Stored data entries:
☆ ☆ ☆

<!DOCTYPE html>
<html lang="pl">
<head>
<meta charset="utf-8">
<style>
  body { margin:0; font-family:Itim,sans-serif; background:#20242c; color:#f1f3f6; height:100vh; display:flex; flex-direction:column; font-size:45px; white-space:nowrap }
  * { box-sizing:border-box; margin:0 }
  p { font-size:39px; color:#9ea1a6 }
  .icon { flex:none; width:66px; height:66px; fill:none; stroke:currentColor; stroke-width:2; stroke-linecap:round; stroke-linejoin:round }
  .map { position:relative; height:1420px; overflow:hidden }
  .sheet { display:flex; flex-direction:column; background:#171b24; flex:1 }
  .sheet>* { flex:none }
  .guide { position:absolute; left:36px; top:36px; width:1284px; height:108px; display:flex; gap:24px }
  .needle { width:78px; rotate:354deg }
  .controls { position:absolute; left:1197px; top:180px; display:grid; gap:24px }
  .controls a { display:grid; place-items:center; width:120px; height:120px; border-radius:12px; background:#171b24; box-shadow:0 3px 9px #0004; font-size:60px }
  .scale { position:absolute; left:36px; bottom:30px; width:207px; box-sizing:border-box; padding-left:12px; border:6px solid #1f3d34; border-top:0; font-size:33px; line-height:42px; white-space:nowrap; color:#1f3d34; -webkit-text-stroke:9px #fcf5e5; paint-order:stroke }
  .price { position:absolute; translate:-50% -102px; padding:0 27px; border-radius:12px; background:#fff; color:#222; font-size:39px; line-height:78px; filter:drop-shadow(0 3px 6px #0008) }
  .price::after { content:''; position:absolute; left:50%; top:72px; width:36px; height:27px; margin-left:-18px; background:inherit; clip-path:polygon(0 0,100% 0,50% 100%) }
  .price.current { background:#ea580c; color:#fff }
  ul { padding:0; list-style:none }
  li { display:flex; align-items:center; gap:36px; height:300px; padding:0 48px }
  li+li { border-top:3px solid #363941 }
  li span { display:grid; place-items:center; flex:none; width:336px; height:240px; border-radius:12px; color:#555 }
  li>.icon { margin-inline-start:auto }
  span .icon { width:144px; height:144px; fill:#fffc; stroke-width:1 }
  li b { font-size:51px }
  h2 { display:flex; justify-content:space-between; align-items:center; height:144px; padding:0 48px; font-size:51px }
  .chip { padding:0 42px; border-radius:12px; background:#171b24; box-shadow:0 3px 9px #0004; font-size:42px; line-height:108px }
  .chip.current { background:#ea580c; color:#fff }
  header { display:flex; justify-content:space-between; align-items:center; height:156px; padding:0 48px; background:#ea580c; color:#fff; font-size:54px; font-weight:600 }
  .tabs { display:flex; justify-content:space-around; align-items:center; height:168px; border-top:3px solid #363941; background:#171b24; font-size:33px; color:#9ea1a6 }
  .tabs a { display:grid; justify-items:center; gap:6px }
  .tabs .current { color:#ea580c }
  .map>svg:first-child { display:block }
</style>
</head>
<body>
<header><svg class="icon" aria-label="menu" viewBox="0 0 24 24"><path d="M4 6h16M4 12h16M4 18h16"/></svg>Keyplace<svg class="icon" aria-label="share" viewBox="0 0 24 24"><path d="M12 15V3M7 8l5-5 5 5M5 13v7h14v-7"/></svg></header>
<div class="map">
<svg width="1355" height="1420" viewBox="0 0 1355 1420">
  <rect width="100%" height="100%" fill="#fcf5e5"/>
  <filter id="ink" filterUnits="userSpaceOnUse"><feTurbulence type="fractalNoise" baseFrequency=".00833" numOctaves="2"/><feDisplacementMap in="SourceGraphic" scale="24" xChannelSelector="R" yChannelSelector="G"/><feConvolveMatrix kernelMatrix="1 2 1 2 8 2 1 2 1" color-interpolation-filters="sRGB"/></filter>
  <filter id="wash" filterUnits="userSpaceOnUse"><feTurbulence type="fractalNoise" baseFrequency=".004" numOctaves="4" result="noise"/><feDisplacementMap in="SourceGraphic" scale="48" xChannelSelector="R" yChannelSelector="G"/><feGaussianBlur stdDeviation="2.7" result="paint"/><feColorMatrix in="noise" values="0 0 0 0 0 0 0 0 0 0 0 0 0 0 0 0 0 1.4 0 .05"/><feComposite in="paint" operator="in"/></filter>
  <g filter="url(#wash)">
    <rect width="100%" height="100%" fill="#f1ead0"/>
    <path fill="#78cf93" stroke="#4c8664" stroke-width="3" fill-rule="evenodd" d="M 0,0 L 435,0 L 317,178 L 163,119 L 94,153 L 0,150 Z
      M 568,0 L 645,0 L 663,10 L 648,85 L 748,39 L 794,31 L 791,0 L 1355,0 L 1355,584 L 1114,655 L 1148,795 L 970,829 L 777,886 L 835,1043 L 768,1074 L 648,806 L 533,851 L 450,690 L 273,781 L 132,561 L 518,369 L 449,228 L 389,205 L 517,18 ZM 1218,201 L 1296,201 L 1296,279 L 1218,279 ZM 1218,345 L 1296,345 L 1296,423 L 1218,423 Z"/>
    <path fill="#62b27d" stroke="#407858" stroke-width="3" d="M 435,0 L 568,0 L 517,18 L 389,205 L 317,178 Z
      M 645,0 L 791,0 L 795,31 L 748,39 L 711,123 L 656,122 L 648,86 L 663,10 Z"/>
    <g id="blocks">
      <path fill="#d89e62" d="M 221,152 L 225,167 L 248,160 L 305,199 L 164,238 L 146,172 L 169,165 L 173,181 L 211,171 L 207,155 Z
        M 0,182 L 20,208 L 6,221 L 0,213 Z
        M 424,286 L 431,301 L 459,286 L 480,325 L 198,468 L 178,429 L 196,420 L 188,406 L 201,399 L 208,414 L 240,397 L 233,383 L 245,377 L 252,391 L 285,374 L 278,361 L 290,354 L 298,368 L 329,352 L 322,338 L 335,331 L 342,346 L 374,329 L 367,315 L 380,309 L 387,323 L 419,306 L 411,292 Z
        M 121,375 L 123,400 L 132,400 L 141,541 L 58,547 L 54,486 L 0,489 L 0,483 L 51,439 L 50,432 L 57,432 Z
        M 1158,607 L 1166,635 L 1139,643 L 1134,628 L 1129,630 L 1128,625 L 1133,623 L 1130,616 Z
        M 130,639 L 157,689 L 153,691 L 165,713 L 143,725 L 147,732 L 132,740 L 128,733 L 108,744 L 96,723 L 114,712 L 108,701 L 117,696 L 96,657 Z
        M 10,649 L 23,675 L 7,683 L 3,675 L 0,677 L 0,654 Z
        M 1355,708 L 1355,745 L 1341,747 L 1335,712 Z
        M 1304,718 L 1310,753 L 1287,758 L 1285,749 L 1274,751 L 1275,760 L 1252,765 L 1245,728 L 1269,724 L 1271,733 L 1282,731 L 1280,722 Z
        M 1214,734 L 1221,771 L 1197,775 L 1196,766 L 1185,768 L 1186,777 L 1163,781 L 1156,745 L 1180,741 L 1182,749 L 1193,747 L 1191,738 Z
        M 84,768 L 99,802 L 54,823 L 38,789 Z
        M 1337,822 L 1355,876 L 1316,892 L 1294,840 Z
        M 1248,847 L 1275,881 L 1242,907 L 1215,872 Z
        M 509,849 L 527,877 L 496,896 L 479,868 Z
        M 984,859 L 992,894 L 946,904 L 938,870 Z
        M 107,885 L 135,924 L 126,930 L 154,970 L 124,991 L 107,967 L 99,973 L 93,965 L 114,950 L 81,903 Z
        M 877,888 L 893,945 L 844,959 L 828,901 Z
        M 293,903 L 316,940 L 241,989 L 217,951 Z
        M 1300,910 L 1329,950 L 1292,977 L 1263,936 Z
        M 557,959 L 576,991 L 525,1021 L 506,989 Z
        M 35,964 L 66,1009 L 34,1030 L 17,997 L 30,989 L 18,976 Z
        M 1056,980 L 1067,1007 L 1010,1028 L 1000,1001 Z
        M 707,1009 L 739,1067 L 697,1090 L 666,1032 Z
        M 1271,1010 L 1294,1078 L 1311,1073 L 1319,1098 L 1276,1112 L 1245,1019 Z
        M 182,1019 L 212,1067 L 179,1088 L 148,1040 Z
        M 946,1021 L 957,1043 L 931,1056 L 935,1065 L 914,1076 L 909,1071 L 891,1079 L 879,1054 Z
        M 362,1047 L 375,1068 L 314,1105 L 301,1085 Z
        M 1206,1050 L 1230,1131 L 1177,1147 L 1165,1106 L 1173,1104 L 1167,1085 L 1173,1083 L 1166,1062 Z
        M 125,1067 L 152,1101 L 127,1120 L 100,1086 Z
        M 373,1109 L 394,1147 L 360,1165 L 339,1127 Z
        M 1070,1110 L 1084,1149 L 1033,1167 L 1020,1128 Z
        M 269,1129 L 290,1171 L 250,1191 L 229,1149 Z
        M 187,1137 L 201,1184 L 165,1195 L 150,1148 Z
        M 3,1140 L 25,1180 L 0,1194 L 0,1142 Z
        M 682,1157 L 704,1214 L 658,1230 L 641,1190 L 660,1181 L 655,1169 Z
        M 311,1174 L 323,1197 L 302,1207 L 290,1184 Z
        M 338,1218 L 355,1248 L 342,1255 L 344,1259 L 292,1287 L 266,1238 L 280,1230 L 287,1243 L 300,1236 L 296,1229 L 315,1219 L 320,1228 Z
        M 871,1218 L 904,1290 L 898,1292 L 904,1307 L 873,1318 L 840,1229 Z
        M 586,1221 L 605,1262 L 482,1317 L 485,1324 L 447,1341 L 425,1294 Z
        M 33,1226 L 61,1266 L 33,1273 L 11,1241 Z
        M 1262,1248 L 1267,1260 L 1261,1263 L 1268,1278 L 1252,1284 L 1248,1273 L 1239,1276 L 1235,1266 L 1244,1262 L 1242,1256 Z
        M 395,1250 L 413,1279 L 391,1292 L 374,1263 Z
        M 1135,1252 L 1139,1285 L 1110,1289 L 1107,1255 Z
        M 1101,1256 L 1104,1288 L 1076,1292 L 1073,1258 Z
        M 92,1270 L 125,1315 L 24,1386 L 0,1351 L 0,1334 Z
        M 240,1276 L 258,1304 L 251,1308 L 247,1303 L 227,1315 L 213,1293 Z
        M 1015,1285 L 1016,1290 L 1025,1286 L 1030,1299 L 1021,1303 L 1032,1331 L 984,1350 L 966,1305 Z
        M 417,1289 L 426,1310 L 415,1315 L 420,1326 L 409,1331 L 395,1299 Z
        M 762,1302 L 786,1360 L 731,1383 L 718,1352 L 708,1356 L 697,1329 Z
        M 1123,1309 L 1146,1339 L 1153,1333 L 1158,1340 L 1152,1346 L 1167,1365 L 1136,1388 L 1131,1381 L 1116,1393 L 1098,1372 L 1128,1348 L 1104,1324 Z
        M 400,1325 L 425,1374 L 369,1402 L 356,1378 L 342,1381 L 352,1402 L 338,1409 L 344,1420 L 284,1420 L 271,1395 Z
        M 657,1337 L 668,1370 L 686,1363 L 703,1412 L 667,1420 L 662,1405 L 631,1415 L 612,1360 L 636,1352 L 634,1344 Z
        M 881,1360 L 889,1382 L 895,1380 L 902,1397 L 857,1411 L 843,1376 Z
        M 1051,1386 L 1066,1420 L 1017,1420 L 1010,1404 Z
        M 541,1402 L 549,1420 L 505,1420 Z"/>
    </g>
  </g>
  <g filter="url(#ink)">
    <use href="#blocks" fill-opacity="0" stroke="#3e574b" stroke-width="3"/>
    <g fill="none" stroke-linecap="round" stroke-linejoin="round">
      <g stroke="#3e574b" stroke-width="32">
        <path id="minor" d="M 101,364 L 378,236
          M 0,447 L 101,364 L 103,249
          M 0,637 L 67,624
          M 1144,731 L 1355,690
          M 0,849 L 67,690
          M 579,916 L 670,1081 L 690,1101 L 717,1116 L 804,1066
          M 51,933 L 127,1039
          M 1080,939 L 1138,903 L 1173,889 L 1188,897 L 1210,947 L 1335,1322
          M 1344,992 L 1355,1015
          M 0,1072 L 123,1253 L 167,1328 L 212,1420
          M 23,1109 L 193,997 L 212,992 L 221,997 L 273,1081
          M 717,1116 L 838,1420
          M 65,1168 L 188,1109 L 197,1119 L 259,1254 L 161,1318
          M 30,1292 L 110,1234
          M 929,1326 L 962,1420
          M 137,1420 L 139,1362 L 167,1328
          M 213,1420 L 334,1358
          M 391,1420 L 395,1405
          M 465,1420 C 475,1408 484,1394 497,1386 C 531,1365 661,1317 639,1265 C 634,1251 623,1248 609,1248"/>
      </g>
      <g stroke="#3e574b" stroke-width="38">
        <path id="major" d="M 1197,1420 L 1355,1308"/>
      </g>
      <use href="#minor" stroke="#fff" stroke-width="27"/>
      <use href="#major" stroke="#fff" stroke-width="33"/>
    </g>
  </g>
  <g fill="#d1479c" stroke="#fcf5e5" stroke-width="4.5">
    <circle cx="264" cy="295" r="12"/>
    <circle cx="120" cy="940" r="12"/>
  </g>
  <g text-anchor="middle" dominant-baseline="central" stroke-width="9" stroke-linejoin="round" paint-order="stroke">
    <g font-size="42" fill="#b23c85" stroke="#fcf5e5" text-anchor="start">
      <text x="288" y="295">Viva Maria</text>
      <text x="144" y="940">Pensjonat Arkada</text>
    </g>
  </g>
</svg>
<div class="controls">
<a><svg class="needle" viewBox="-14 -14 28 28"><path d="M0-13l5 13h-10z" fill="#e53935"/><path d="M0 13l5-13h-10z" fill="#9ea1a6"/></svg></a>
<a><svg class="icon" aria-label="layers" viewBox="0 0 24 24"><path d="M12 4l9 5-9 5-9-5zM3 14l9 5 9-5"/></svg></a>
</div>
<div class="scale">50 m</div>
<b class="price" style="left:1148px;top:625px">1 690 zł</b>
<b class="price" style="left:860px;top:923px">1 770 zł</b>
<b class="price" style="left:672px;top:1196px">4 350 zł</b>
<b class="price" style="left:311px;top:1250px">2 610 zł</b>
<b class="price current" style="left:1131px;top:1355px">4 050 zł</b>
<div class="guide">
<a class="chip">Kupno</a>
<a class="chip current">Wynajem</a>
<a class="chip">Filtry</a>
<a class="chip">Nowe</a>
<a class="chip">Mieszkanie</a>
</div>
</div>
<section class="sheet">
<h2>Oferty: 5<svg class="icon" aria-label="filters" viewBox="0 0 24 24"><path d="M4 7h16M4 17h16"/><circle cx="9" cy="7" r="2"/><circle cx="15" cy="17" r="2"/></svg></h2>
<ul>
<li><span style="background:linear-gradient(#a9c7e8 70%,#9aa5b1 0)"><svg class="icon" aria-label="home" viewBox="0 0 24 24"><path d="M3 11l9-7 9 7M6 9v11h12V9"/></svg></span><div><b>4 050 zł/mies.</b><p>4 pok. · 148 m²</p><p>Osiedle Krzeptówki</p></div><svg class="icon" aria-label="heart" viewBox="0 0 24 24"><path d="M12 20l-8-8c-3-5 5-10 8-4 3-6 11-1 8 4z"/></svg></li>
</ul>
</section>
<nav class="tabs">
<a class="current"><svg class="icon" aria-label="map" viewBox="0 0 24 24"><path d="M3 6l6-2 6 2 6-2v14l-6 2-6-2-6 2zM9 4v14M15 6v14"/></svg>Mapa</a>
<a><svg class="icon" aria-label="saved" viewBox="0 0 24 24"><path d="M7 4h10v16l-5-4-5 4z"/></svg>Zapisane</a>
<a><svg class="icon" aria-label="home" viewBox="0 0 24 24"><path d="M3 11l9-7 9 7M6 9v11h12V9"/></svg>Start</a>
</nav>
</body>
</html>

☆ ☆ ☆

» **Task to complete**: The lines of the data, from the first through the one containing "position:absolute; left:36px; bottom:30px;", are to be transcribed exactly.

» **Answer box**:
<!DOCTYPE html>
<html lang="pl">
<head>
<meta charset="utf-8">
<style>
  body { margin:0; font-family:Itim,sans-serif; background:#20242c; color:#f1f3f6; height:100vh; display:flex; flex-direction:column; font-size:45px; white-space:nowrap }
  * { box-sizing:border-box; margin:0 }
  p { font-size:39px; color:#9ea1a6 }
  .icon { flex:none; width:66px; height:66px; fill:none; stroke:currentColor; stroke-width:2; stroke-linecap:round; stroke-linejoin:round }
  .map { position:relative; height:1420px; overflow:hidden }
  .sheet { display:flex; flex-direction:column; background:#171b24; flex:1 }
  .sheet>* { flex:none }
  .guide { position:absolute; left:36px; top:36px; width:1284px; height:108px; display:flex; gap:24px }
  .needle { width:78px; rotate:354deg }
  .controls { position:absolute; left:1197px; top:180px; display:grid; gap:24px }
  .controls a { display:grid; place-items:center; width:120px; height:120px; border-radius:12px; background:#171b24; box-shadow:0 3px 9px #0004; font-size:60px }
  .scale { position:absolute; left:36px; bottom:30px; width:207px; box-sizing:border-box; padding-left:12px; border:6px solid #1f3d34; border-top:0; font-size:33px; line-height:42px; white-space:nowrap; color:#1f3d34; -webkit-text-stroke:9px #fcf5e5; paint-order:stroke }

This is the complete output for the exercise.